[Problem to solve] Your result will be the set of lines with "Format", copied from the material below.

[Records for the task]
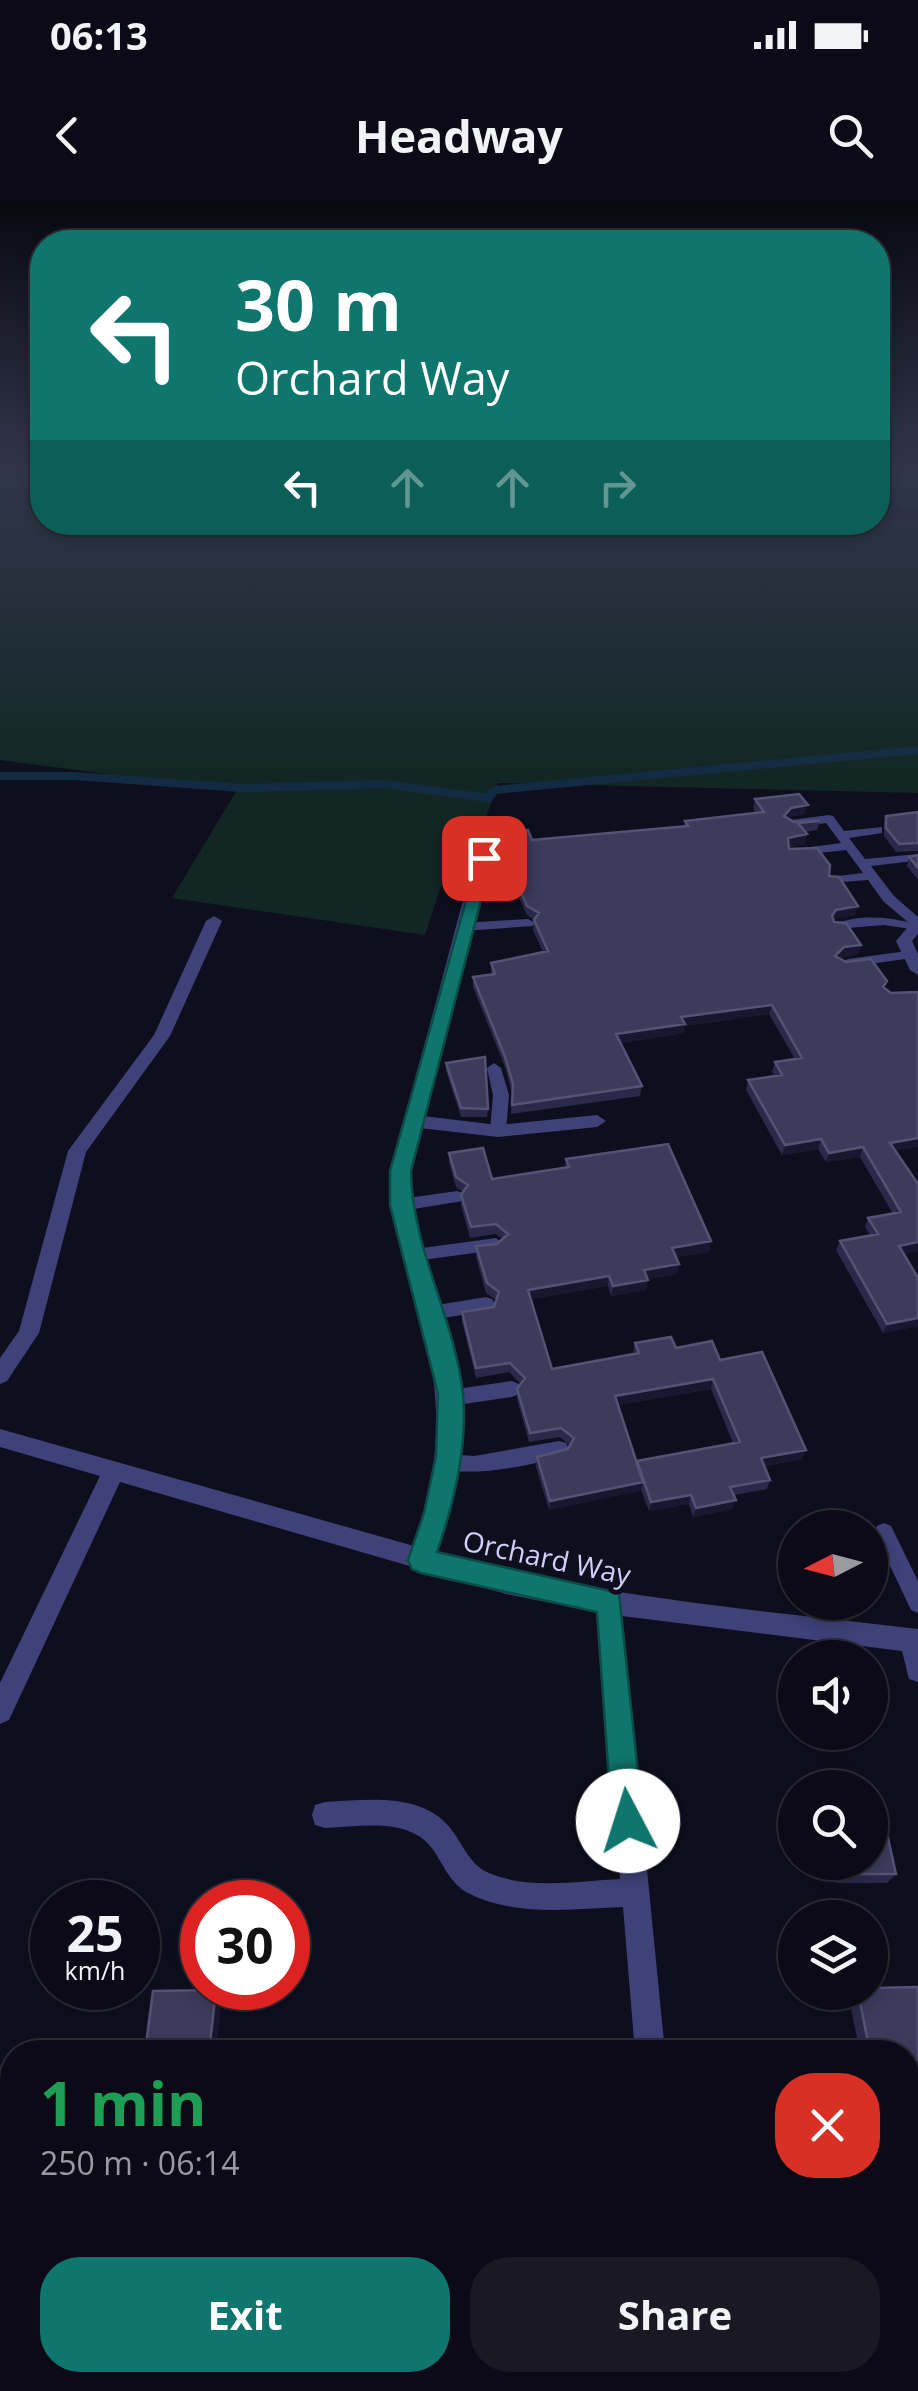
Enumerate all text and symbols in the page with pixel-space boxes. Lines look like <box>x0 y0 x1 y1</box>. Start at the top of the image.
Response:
text: 06:13 <box>50 9 148 61</box>
text: Headway <box>355 105 563 166</box>
icon: back <box>40 108 95 163</box>
icon: search <box>823 108 878 163</box>
text: 30 m <box>235 256 402 352</box>
icon: left <box>70 270 200 400</box>
text: Orchard Way <box>235 347 509 408</box>
icon: left <box>275 460 330 515</box>
icon: ahead <box>380 460 435 515</box>
icon: ahead <box>485 460 540 515</box>
icon: right <box>590 460 645 515</box>
pin <box>442 816 527 901</box>
icon: arrive <box>457 831 512 886</box>
north arrow <box>778 1510 888 1620</box>
map controls <box>778 1510 888 2010</box>
street label: Orchard Way <box>460 1521 635 1594</box>
button: sound <box>778 1640 888 1750</box>
position arrow <box>576 1769 680 1873</box>
button: search <box>778 1770 888 1880</box>
speed limit sign: 30 <box>180 1880 310 2010</box>
text: 25 <box>66 1899 124 1967</box>
button: layers <box>778 1900 888 2010</box>
text: km/h <box>65 1953 125 1987</box>
text: 1 min <box>40 2062 207 2144</box>
button: close <box>775 2073 880 2178</box>
text: 250 m · 06:14 <box>40 2141 239 2184</box>
button: Exit <box>40 2257 450 2372</box>
button: Share <box>470 2257 880 2372</box>

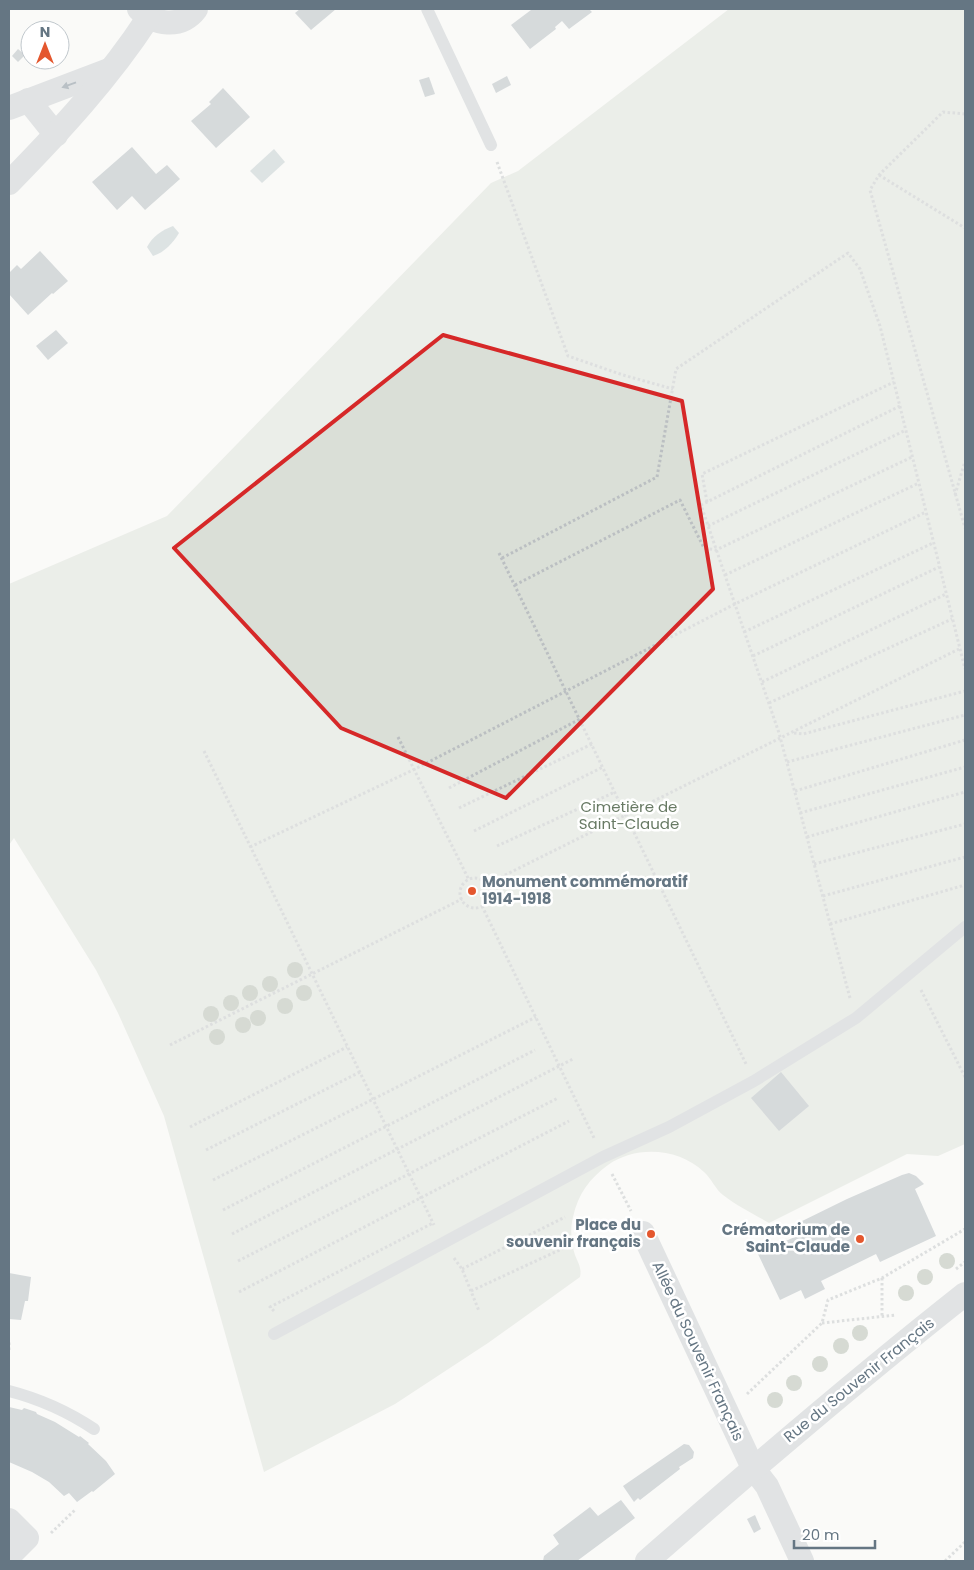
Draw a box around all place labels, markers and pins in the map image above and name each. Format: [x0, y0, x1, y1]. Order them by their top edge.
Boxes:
place label: Monument commémoratif 1914-1918 [482, 871, 688, 909]
marker: Monument commémoratif 1914-1918 [466, 885, 478, 897]
place label: Place du souvenir français [506, 1214, 641, 1252]
place label: Crématorium de Saint-Claude [722, 1219, 850, 1257]
marker: Place du souvenir français [645, 1228, 657, 1240]
marker: Crématorium de Saint-Claude [854, 1233, 866, 1245]

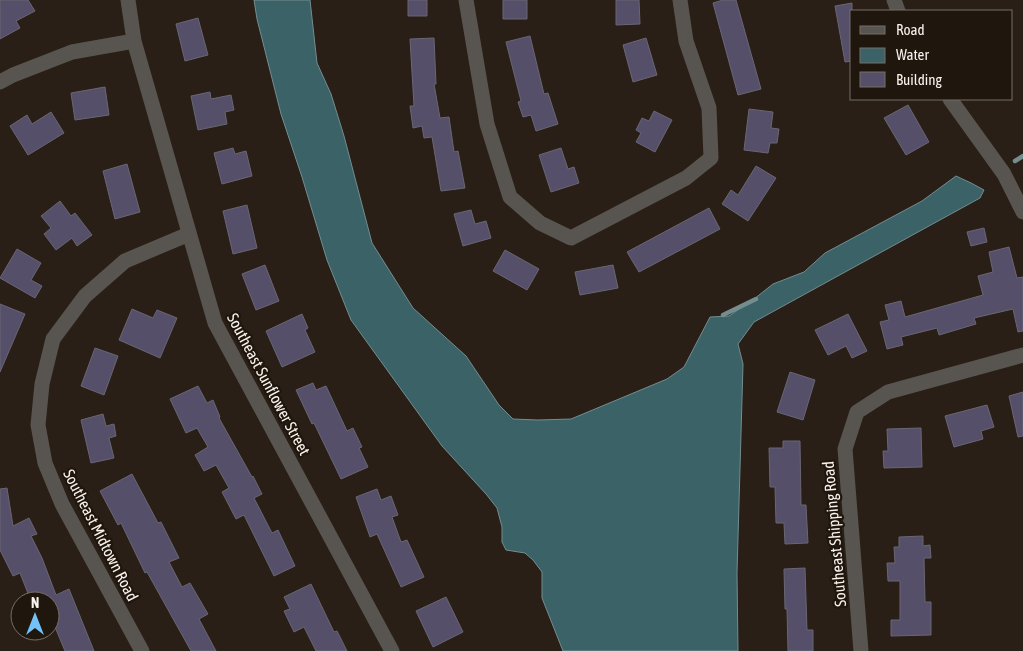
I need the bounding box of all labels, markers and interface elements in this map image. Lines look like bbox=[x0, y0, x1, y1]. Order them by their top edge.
legend bbox=[850, 10, 1013, 100]
text: Road bbox=[896, 21, 925, 38]
text: Water bbox=[896, 46, 929, 63]
text: Building bbox=[896, 71, 942, 88]
street label: Southeast Sunflower Street bbox=[224, 310, 314, 458]
street label: Southeast Shipping Road bbox=[819, 460, 850, 607]
street label: Southeast Midtown Road bbox=[60, 466, 142, 604]
north arrow bbox=[10, 591, 60, 641]
text: N bbox=[31, 595, 39, 611]

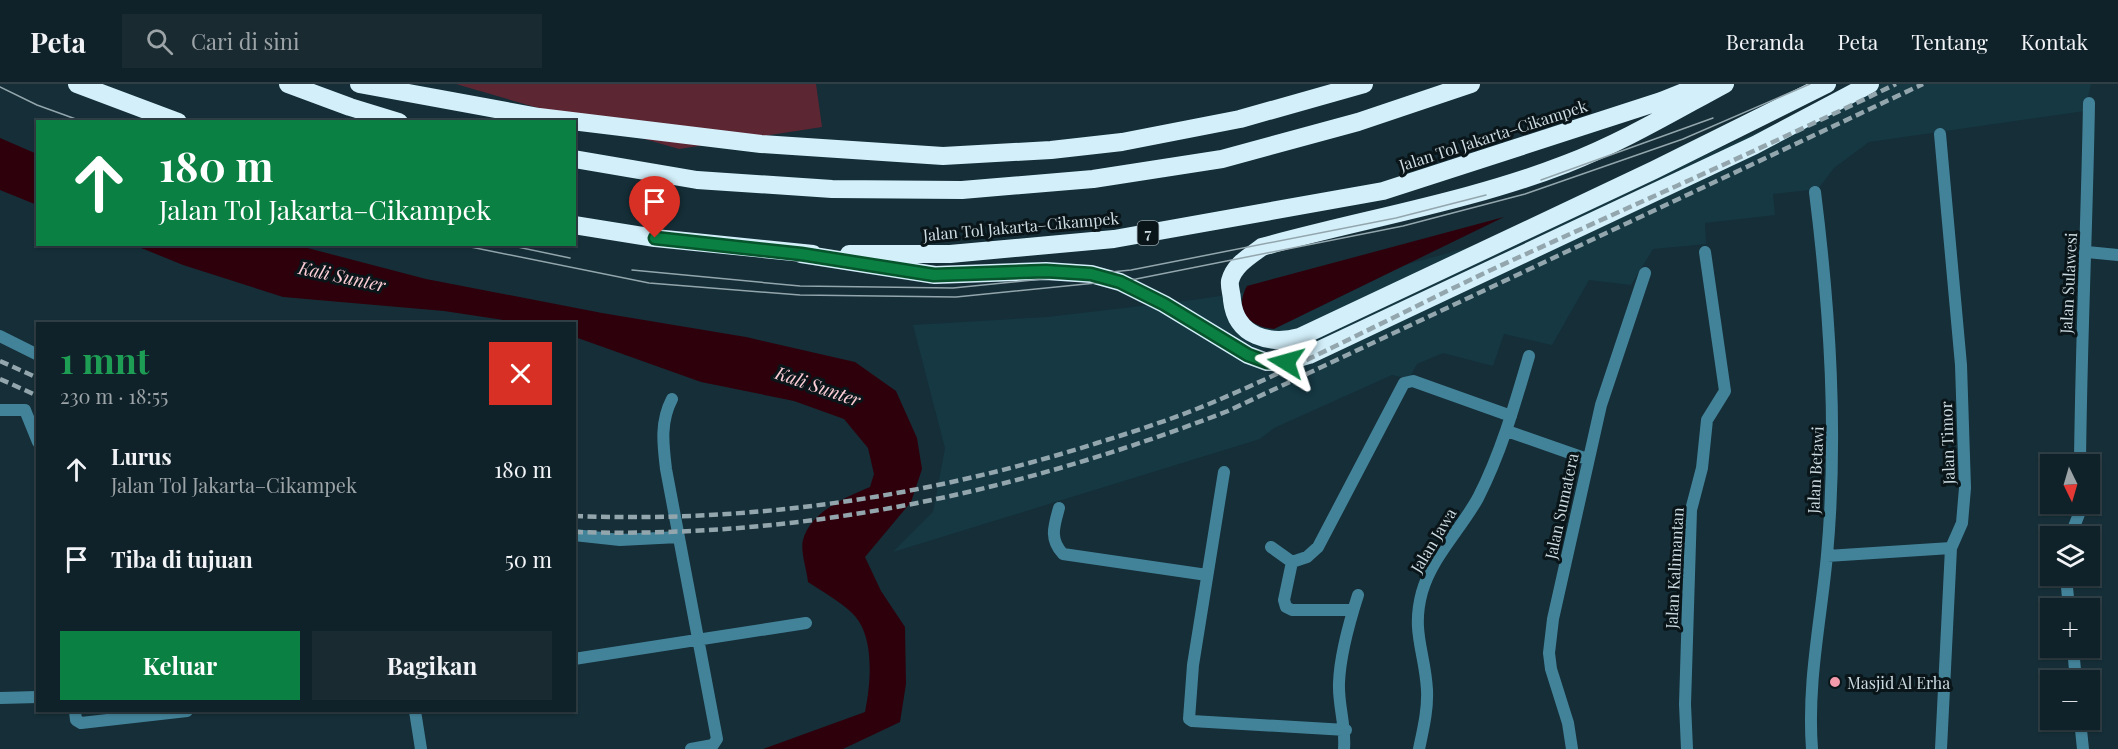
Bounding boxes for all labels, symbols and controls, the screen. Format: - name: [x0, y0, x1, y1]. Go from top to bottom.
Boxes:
- search box: [122, 14, 542, 68]
- text: Peta: [30, 23, 86, 60]
- icon: search: [143, 25, 176, 58]
- text: Cari di sini: [191, 26, 299, 56]
- text: Beranda: [1726, 27, 1805, 55]
- text: Peta: [1838, 27, 1878, 55]
- text: Tentang: [1911, 27, 1988, 55]
- text: Kontak: [2021, 27, 2088, 55]
- street label: Jalan Tol Jakarta–Cikampek: [1395, 95, 1590, 176]
- text: 180 m: [159, 137, 274, 193]
- icon: ahead: [60, 144, 138, 222]
- pin: [629, 176, 680, 238]
- icon: arrive: [638, 185, 671, 218]
- text: Jalan Tol Jakarta–Cikampek: [159, 191, 491, 227]
- street label: Jalan Tol Jakarta–Cikampek: [921, 207, 1120, 245]
- road number: 7: [1138, 221, 1158, 245]
- street label: Jalan Sulawesi: [2055, 232, 2081, 335]
- water label: Kali Sunter: [295, 255, 389, 297]
- position arrow: [1254, 330, 1318, 394]
- text: 1 mnt: [60, 335, 150, 383]
- button: close: [489, 342, 552, 405]
- water label: Kali Sunter: [771, 360, 865, 412]
- text: 230 m · 18:55: [60, 382, 168, 409]
- street label: Jalan Timor: [1935, 401, 1959, 486]
- street label: Jalan Betawi: [1802, 425, 1828, 515]
- text: Lurus: [111, 441, 172, 471]
- street label: Jalan Sumatera: [1539, 451, 1582, 562]
- icon: ahead: [60, 453, 93, 486]
- text: 180 m: [494, 454, 552, 484]
- north arrow: [2040, 454, 2100, 514]
- map controls: [2040, 454, 2100, 730]
- text: Jalan Tol Jakarta–Cikampek: [111, 471, 357, 498]
- street label: Jalan Jawa: [1405, 504, 1461, 577]
- street label: Jalan Kalimantan: [1660, 506, 1688, 630]
- button: layers: [2040, 526, 2100, 586]
- icon: arrive: [60, 543, 93, 576]
- text: Tiba di tujuan: [111, 544, 253, 574]
- text: 50 m: [505, 544, 552, 574]
- button: +: [2040, 598, 2100, 658]
- button: Keluar: [60, 631, 300, 700]
- button: Bagikan: [312, 631, 552, 700]
- button: −: [2040, 670, 2100, 730]
- place label: Masjid Al Erha: [1847, 672, 1950, 693]
- marker: Masjid Al Erha: [1828, 675, 1842, 689]

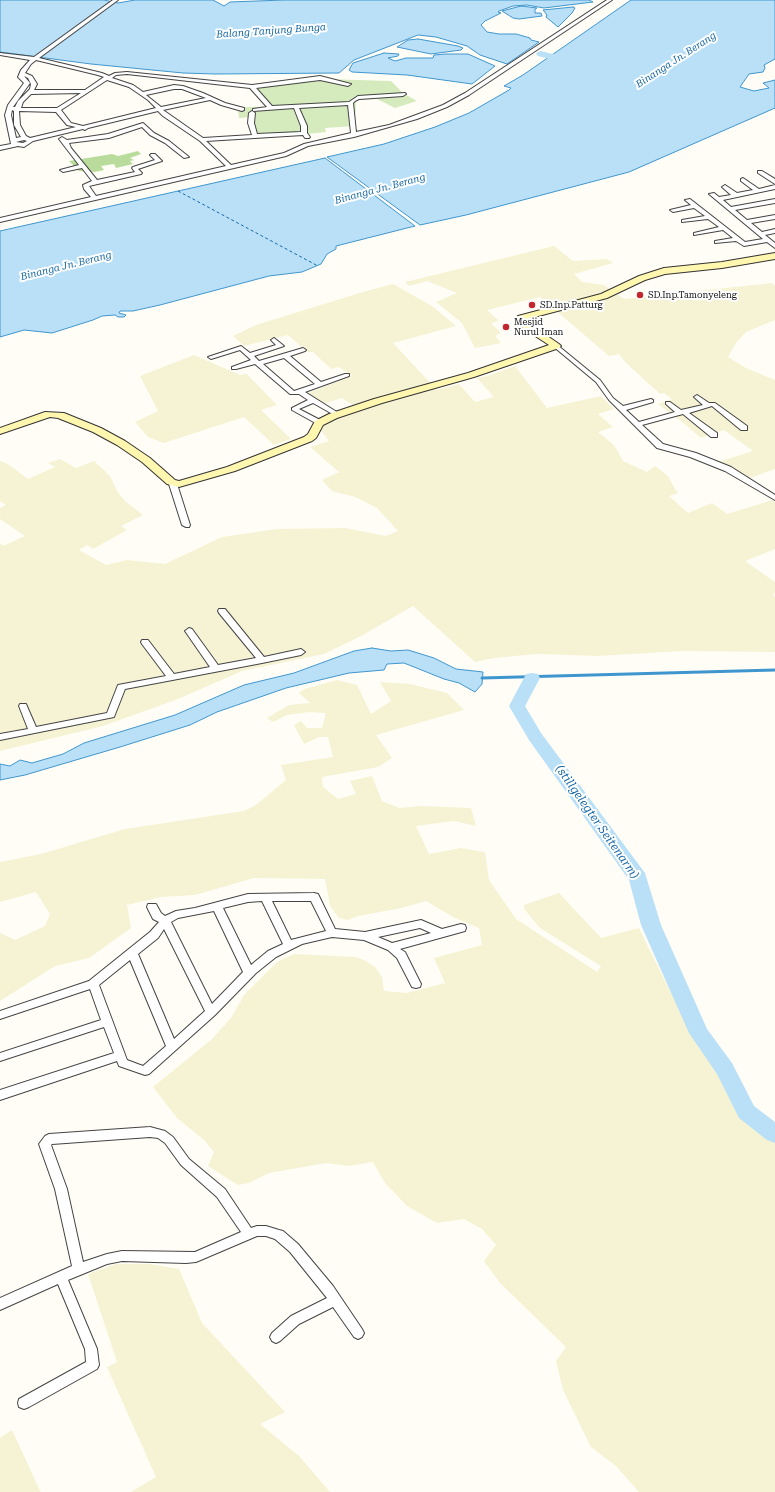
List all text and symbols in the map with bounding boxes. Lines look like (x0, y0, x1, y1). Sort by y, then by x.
water label: Balang Tanjung Bunga (216, 21, 326, 41)
water label: Binanga Jn. Berang (634, 30, 718, 90)
water label: Binanga Jn. Berang (333, 171, 427, 207)
water label: Binanga Jn. Berang (19, 249, 113, 283)
marker: SD.Inp.Tamonyeleng (635, 290, 645, 300)
place label: SD.Inp.Tamonyeleng (648, 290, 737, 300)
marker: SD.Inp.Patturg (527, 300, 537, 310)
place label: SD.Inp.Patturg (540, 300, 603, 310)
place label: Mesjid Nurul Iman (514, 317, 563, 338)
marker: Mesjid Nurul Iman (501, 322, 511, 332)
water label: (stillgelegter Seitenarm) (552, 762, 642, 882)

[Answer area]
Draw a box around all place labels, markers and pins in the map image above and name each. Format: [x0, y0, x1, y1]. Order them by their top edge.
Bounding boxes for all labels, symbols and controls, the screen. Format: - name: [x0, y0, x1, y1]. Go from top to bottom.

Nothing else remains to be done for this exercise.